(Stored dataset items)
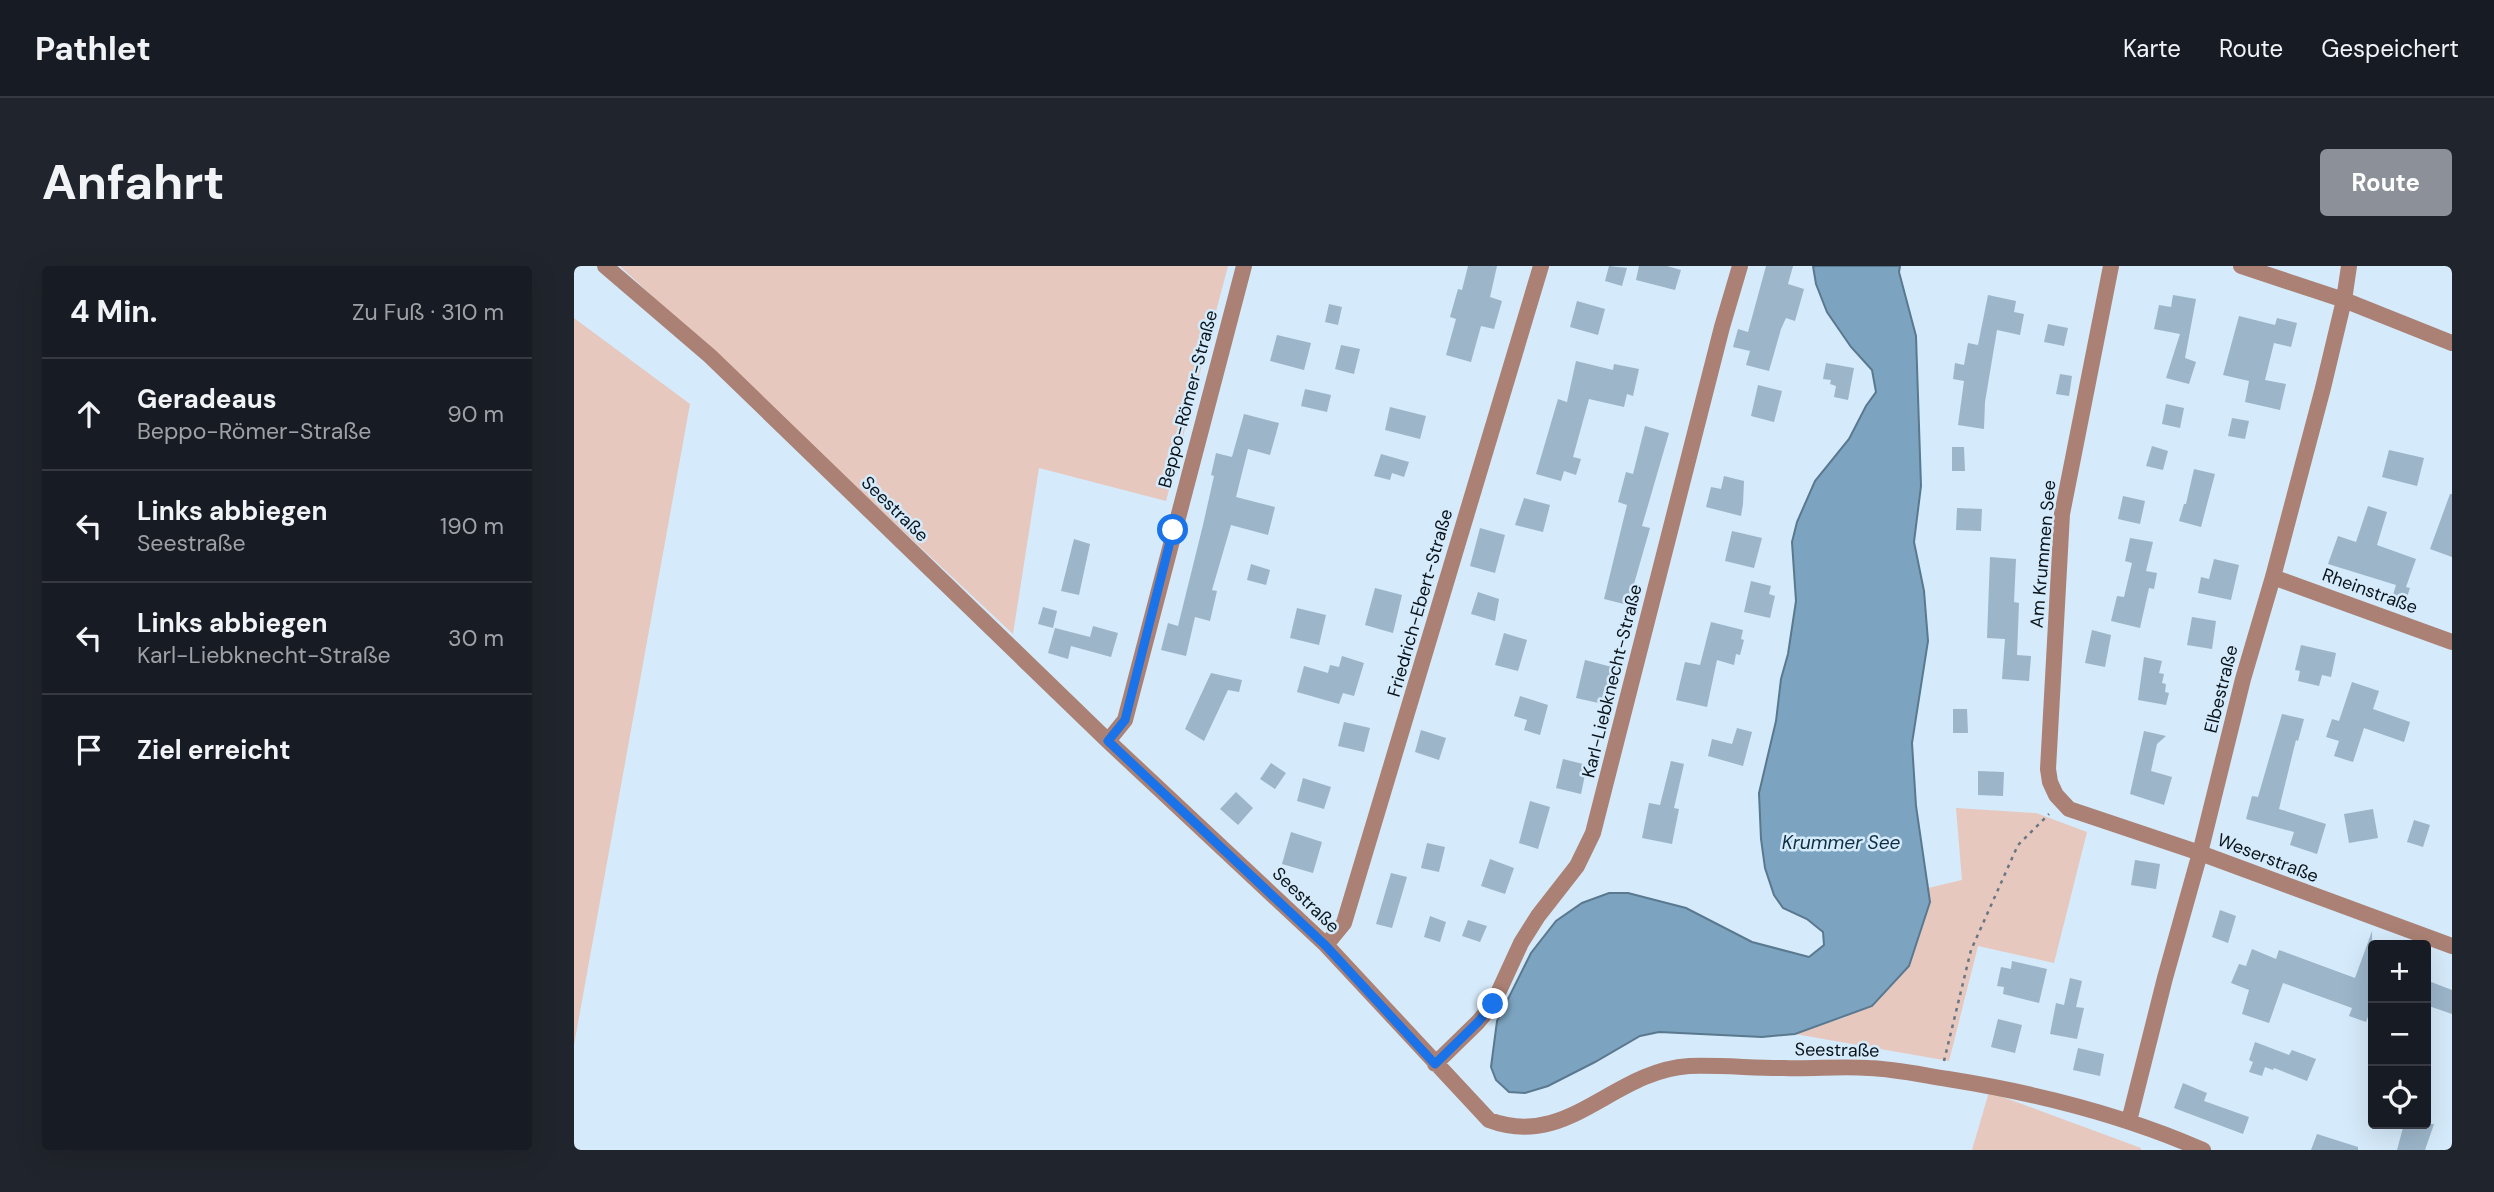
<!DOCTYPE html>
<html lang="de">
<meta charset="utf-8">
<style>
:root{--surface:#171b24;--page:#20242c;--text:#f1f3f6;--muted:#9ea1a6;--line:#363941;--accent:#8c9099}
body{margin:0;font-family:"DM Sans",sans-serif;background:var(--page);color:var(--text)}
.controls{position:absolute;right:21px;bottom:21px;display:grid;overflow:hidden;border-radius:7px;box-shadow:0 7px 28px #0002}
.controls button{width:63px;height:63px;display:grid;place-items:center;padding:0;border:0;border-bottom:2px solid var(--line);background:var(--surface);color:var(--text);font:35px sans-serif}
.stop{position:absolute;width:21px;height:21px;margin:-16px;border:5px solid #1a73e8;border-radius:50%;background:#fff}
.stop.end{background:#1a73e8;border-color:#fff;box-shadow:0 2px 7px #0008}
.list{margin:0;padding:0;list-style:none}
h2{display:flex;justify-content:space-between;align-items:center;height:91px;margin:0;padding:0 28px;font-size:30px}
h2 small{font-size:23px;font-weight:400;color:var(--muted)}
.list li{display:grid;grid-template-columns:46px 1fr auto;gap:21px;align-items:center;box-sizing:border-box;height:112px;padding:0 28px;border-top:2px solid var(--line)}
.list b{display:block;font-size:26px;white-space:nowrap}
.list p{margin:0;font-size:23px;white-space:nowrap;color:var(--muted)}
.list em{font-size:23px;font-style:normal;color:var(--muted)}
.icon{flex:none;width:38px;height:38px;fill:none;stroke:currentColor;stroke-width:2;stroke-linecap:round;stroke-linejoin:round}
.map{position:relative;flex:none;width:1878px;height:884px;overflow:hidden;border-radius:7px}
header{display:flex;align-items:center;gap:42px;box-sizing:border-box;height:98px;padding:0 35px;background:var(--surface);border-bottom:2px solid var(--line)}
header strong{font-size:33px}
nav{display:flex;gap:38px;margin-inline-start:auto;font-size:24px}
.intro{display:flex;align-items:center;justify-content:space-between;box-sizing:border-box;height:168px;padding:0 42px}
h1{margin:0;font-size:49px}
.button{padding:18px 32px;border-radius:7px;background:var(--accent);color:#fff;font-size:24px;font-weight:700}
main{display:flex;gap:42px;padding:0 42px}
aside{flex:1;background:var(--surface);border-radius:7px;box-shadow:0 7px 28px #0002}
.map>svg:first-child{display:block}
</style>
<header>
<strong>Pathlet</strong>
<nav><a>Karte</a><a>Route</a><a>Gespeichert</a></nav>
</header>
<div class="intro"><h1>Anfahrt</h1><a class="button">Route</a></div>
<main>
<aside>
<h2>4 Min.<small>Zu Fuß · 310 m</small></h2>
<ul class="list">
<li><svg class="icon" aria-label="ahead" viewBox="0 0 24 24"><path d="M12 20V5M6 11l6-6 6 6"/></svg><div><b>Geradeaus</b><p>Beppo-Römer-Straße</p></div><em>90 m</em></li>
<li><svg class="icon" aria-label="left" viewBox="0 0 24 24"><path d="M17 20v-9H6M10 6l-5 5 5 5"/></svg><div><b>Links abbiegen</b><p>Seestraße</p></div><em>190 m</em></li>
<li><svg class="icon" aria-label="left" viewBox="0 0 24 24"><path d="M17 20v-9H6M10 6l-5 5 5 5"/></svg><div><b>Links abbiegen</b><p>Karl-Liebknecht-Straße</p></div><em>30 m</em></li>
<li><svg class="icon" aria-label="arrive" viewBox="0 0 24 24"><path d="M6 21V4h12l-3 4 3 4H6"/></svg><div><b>Ziel erreicht</b></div></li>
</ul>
</aside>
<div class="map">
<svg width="1878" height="884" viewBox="0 0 1878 884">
<rect width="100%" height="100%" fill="#d5eafa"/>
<path fill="#e7c8bf" d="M46,0H654L592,235L465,202L439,368Z
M0,52L116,138L0,779Z
M1382,542L1462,547L1513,566L1480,697L1404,680L1375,795L1221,768L1272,751L1356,637L1354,622L1388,614Z
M1415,826L1567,882V884H1398Z"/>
<path fill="#7ca4c0" stroke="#5a788e" stroke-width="2" d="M1239,0H1326L1325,6L1342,70L1347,220L1340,276L1350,325L1354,375L1338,477L1342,540L1356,636L1335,700L1298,740L1221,768L1188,771L1085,766L1066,770L1021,796L974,820L951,827L935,826L922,814L917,801L923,755L957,687L982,655L1008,637L1035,627H1054L1112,642L1178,676L1235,691L1250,679L1249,666L1233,653L1209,642L1200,629L1191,602L1187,573L1185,527L1202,455L1207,413L1214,388L1222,335L1218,276L1223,256L1241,215L1275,173L1292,140L1302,126L1298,104L1277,81L1253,46L1242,18Z"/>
<path fill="#9cb5c9" d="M894,0H923L916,31L928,35L920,63L907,60L897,96L872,89L882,53L876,51L884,23L888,24Z
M1035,0L1053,2L1048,20L1031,15Z
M1065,0H1093L1107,4L1101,24L1062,14Z
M1192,0H1219L1214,18L1230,23L1221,55L1212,52L1207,63L1195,105L1172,99L1176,85L1159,81L1164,63L1174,66Z
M1414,29L1442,35L1440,46L1450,48L1446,69L1423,64L1411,136L1410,163L1384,159L1390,115L1379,113L1381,97L1390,99L1394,77L1404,79Z
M1599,29L1622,33L1611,92L1622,96L1615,118L1592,112L1606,68L1580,63L1585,39L1597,41Z
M1003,35L1031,43L1024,69L996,61Z
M755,38L768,41L764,59L751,56Z
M1665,50L1701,59L1703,52L1723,57L1717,81L1700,77L1691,114L1712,118L1706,144L1671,136L1675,115L1649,109Z
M1474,58L1494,62L1490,80L1470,76Z
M703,69L737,77L730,104L696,95Z
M767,79L786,83L780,108L761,103Z
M1002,95L1039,104L1040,98L1065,103L1059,130L1053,128L1050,141L1015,133L999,191L1007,193L1002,209L990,205L987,215L962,208L984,133L993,136Z
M1252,97L1280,102L1274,134L1260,131L1262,120L1256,118L1257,114L1249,113Z
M1486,108L1498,110L1495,130L1482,128Z
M1184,119L1208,125L1200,156L1177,150Z
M731,123L757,129L753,146L727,140Z
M1592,138L1610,142L1606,162L1588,158Z
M816,141L852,150L846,173L811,164Z
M670,148L705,157L696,189L674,183L662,231L701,241L694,269L657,259L638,324L643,325L636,355L621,351L612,390L587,384L594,357L604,360L629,259L640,210L637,209L642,187L658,191Z
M1658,152L1675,155L1671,173L1654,170Z
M1071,160L1095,167L1068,260L1076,262L1054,339L1030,333L1053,239L1044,236L1052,206L1059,208Z
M1578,180L1594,185L1589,204L1572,200Z
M1378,181H1390L1391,205H1378Z
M1815,184L1850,192L1843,220L1808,211Z
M807,188L835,196L830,211L818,207L816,214L800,210Z
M1620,203L1641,208L1627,261L1605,255L1610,238H1612Z
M1150,210L1170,215L1169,238L1167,250L1132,241L1137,221L1147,223Z
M1876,228H1878V291L1856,283Z
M1549,230L1571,235L1566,258L1544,253Z
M950,232L976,239L969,266L941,259Z
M1794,240L1813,246L1803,279L1842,293L1832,321L1836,322L1831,337L1818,332L1822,319L1754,298L1764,270L1782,276Z
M1383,242L1408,243L1407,265L1382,264Z
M906,262L931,269L921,307L896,300Z
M1158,265L1188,272L1180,302L1151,295Z
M1556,272L1579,276L1572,305L1583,307L1580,323L1575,322L1566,362L1537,355L1543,330L1550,331L1558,297L1551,295Z
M500,273L516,278L505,329L487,325Z
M1416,291L1442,293L1440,336L1445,337L1443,389L1457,390L1455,415L1428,413L1431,373L1413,372Z
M1640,293L1665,299L1657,334L1624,327L1627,311L1635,313Z
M677,298L696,304L692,319L673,314Z
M1177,315L1197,320L1195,328L1201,330L1196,352L1170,346Z
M801,322L828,329L819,367L791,359Z
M904,326L925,333L921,355L897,348Z
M469,341L483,345L479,362L464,358Z
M723,342L752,349L745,379L716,372Z
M1618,351L1642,355L1638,383L1613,379Z
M1137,356L1169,364L1167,373L1170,374L1166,389L1162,388L1160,399L1143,394L1133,441L1102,434L1111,396L1126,399Z
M519,360L544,367L537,391L497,380L494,393L474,387L481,362L516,371Z
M1518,364L1537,369L1531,401L1511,397Z
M930,367L953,374L944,405L921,399Z
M1727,379L1762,387L1757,411L1748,409L1745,420L1724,415L1726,405L1721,404Z
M768,390L790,397L780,430L769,427L765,438L723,426L730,400L754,407L756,399L765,401Z
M1570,391L1588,395L1585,407L1590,408L1588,417L1592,418L1591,426L1595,427L1592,439L1564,434Z
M1011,394L1038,401L1029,438L1002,432Z
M637,407L668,414L665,426L654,424L630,475L611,463Z
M1778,416L1805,425L1799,443L1836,456L1830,476L1790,462L1779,496L1760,490L1765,475L1752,471L1758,453L1765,455Z
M946,430L974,439L966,469L950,464L953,454L940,450Z
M1379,443H1393L1394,467H1379Z
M1708,448L1730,453L1724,475L1722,474L1705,543L1752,558L1743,588L1716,579L1720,566L1672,553L1678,530L1684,531Z
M770,456L796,462L790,486L764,480Z
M1163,462L1178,466L1169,500L1134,490L1138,473L1158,478Z
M847,464L872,472L865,494L841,486Z
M1570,465L1592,470L1583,478L1577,505L1598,511L1590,539L1556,528Z
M989,493L1013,499L1007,528L982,522Z
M1097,495L1110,498L1100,542L1105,543L1098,578L1068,572L1075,537L1086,539Z
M697,497L712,507L701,523L686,513Z
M1404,505L1430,506L1429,530L1404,529Z
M729,512L757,521L750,543L723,535Z
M662,526L679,542L664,559L646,543Z
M956,535L976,541L964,583L945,577Z
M1799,543L1804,572L1775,577L1770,548Z
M1840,554L1856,559L1849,581L1833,576Z
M717,566L748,576L739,607L708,598Z
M853,577L871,581L865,606L847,602Z
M916,593L940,602L931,628L907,620Z
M1561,594L1586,598L1582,623L1557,619Z
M817,607L833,611L818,662L802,658Z
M1646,644L1662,650L1654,677L1638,671Z
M856,650L872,656L866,676L850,671Z
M894,654L913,660L906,676L888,670Z
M1798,665L1799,737L1792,756L1775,750L1778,742L1709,717L1695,757L1668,748L1675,724L1657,717L1665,698L1672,700L1678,683L1702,693L1705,684L1781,712Z
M1438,695L1473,703L1465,737L1429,728L1430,721L1423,720L1427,701L1437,703Z
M1496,712L1508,715L1502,741L1510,742L1503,773L1476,768L1482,737L1490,739Z
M1852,714L1878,724V748L1852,739Z
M1424,753L1448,759L1441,787L1417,781Z
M1681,776L1715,789L1718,784L1742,793L1733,815L1700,802L1699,804L1691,801L1688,810L1675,806L1679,796L1675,794Z
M1504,782L1530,788L1526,810L1499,804Z
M1609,817L1633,827L1630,835L1675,851L1669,868L1600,842Z
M1830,858H1860L1851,884H1823Z
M1743,868L1784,881V884H1737Z"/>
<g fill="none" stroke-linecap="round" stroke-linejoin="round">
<path stroke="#687681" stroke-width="2.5" stroke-dasharray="3.5 5" stroke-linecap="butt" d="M1370,795L1397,684L1444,579L1475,548"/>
<path stroke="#aa8174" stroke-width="16" d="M31,0L136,90L534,475L752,679L915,854C994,884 1038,805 1115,800C1146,799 1179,802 1210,802C1239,803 1267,800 1295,802C1322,803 1348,809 1374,813C1462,827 1547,848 1629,884
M1537,0L1488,248L1474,503L1476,516L1482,529L1495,543L1626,587L1878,680
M1667,0L1770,34L1878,77
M1699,311L1878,376
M534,475L551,454L670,0
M752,679L770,657L967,0
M861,798L904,756L919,738L947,677L964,650L1003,600L1019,567L1148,61L1166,0
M1555,855L1591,712L1626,587L1669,413L1699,311L1749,122L1770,34L1775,0"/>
</g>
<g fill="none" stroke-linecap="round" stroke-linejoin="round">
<path stroke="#1a73e8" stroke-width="9" d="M599,264L551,454L534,475L752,680L861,798L904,756L919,738"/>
</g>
<g text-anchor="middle" stroke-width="5" stroke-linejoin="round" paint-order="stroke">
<g font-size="18" fill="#0a131a" stroke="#d5eafa">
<text transform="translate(614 133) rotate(-75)" y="6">Beppo-Römer-Straße</text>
<text transform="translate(321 243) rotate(44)" y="6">Seestraße</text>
<text transform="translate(1469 288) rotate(-85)" y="6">Am Krummen See</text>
<text transform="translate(1796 325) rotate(20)" y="6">Rheinstraße</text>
<text transform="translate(846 337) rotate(-74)" y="6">Friedrich-Ebert-Straße</text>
<text transform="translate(1038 415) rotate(-76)" y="6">Karl-Liebknecht-Straße</text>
<text transform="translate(1647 423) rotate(-76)" y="6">Elbestraße</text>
<text transform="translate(1694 592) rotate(21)" y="6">Weserstraße</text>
<text transform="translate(732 634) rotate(44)" y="6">Seestraße</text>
<text transform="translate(1263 784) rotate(1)" y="6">Seestraße</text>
</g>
<g font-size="19" font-style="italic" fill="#0c2d42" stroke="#d5eafa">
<text x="1267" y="583">Krummer See</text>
</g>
</g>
</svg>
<div class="controls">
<button>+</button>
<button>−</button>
<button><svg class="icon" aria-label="locate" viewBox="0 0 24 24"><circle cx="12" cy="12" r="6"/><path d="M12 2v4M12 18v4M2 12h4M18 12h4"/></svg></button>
</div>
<div class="stop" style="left:599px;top:264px"></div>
<div class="stop end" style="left:919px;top:738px"></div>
</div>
</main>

TASK TO COMPLETE: Search the records for the string "shadow" and, wherever a line contains it, please copy that line.

RESULT BELOW:
.controls{position:absolute;right:21px;bottom:21px;display:grid;overflow:hidden;border-radius:7px;box-shadow:0 7px 28px #0002}
.stop.end{background:#1a73e8;border-color:#fff;box-shadow:0 2px 7px #0008}
aside{flex:1;background:var(--surface);border-radius:7px;box-shadow:0 7px 28px #0002}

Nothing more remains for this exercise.